Le professeur Raphael Mechoulam est mondialement reconnu comme le père de la science du cannabis. Il a ouvert la voie à son usage médical en Israël, accepté par 75% de la population. Rencontre.
Avec sa trentaine de bâtiments perchés sur une colline des faubourgs ouest de Jérusalem, Hadassah est à la fois l’un des plus grands hôpitaux israéliens et une faculté de médecine fédérant plusieurs instituts de recherche. «Une ville ! 3 000 personnes travaillent ici !» s’exclame le professeur qui nous entraîne d’un pas ferme à travers un dédale de couloirs jusqu’à son petit bureau de l’Ecole de pharmacie aux étagères parfaitement ordonnées où figurent d’énormes volumes intitulés «Marijuana».

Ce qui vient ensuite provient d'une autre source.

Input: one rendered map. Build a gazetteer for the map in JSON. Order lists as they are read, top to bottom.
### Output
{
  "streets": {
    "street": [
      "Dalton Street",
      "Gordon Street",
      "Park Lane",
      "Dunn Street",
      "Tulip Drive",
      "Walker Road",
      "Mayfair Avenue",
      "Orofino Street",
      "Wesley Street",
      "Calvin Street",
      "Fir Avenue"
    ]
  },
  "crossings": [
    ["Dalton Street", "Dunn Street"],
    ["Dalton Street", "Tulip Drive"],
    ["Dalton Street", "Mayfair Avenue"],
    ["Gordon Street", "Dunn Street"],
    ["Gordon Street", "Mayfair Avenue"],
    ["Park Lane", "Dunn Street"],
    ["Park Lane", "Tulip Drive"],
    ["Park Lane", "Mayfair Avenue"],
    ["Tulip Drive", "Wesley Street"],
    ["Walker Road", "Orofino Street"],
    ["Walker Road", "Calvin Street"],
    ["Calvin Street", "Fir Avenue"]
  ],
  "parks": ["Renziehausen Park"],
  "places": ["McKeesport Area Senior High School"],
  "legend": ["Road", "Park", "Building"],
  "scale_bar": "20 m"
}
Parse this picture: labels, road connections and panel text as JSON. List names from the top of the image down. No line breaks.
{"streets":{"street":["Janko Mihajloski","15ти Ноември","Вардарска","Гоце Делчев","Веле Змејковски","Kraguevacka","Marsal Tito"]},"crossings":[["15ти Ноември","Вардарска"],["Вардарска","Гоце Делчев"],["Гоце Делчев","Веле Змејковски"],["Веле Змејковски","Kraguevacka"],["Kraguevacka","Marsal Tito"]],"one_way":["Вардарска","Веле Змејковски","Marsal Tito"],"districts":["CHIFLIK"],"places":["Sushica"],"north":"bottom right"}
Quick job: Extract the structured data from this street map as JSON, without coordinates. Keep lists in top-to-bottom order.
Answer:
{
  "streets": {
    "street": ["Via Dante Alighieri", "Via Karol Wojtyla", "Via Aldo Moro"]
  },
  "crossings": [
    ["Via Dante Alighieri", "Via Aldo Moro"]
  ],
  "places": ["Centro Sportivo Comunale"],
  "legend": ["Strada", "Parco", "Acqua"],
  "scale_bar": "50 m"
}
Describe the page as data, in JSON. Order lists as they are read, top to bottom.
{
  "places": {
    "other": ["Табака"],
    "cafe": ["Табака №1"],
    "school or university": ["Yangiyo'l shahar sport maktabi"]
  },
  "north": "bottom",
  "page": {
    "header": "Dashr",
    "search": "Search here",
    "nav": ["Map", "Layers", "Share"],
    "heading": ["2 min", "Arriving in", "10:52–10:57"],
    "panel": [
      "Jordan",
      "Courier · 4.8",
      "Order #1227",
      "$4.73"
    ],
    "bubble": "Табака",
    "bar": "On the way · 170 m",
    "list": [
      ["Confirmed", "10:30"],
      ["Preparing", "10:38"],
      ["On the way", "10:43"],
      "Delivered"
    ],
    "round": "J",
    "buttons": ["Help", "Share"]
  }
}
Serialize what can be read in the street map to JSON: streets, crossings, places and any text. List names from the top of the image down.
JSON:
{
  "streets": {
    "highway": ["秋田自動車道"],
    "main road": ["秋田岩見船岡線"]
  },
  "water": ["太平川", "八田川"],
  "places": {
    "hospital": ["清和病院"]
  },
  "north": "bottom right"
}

Raphael Mechoulam, chimiste, a 83 ans. Il est le président de la section des sciences naturelles de l’Académie israélienne des sciences, ancien recteur de l’université hébraïque de Jérusalem où il a fait l’essentiel de sa carrière, et auteur de 296 articles scientifiques dont le dernier vient d’être publié. Il y a cinquante ans tout juste, il isolait le principe psychoactif de la marijuana, le THC (tétrahydrocannabinol), posant la première pierre d’une science des cannabinoïdes dont il est reconnu, mondialement, comme le père et expert. Il est aussi un acteur discret, mais majeur, de la politique israélienne de santé qui permet aujourd’hui à 11 000 patients d’avoir accès au cannabis (Libé d’hier).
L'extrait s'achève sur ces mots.